— Activity —
Exactly reproduce the lines from the top of the entries below through the line containing "Serialize what can", with both ends included.

(Saved entries)
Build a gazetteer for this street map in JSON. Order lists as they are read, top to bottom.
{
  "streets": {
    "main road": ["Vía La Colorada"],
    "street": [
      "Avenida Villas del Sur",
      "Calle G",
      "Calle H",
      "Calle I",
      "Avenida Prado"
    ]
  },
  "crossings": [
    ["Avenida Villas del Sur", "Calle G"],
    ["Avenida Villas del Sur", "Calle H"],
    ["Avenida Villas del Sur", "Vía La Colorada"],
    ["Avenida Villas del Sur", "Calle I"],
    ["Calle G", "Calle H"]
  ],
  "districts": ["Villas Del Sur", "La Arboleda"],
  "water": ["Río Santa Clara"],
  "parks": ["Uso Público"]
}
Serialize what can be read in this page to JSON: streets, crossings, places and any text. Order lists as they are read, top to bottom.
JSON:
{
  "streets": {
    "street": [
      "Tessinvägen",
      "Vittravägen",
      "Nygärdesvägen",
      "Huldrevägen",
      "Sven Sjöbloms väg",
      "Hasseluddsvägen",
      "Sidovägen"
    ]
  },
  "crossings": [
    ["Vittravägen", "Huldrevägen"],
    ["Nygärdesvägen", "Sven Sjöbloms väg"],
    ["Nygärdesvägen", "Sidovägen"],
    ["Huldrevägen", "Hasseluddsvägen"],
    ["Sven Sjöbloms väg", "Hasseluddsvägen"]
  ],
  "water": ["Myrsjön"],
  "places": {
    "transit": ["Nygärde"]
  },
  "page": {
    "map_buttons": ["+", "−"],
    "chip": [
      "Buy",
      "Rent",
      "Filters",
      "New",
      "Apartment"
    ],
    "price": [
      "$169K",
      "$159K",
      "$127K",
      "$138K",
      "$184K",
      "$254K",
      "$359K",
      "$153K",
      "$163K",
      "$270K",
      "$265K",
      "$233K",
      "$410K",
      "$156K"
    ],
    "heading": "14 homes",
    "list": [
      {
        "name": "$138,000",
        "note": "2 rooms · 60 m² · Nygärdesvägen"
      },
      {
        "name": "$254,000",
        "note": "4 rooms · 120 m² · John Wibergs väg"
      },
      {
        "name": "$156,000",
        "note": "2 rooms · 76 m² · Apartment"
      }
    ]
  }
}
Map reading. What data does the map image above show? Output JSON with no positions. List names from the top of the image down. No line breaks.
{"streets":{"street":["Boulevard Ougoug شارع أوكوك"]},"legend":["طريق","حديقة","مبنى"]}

— Task output —
Build a gazetteer for this street map in JSON. Order lists as they are read, top to bottom.
{
  "streets": {
    "main road": ["Vía La Colorada"],
    "street": [
      "Avenida Villas del Sur",
      "Calle G",
      "Calle H",
      "Calle I",
      "Avenida Prado"
    ]
  },
  "crossings": [
    ["Avenida Villas del Sur", "Calle G"],
    ["Avenida Villas del Sur", "Calle H"],
    ["Avenida Villas del Sur", "Vía La Colorada"],
    ["Avenida Villas del Sur", "Calle I"],
    ["Calle G", "Calle H"]
  ],
  "districts": ["Villas Del Sur", "La Arboleda"],
  "water": ["Río Santa Clara"],
  "parks": ["Uso Público"]
}
Serialize what can be read in this page to JSON: streets, crossings, places and any text. Order lists as they are read, top to bottom.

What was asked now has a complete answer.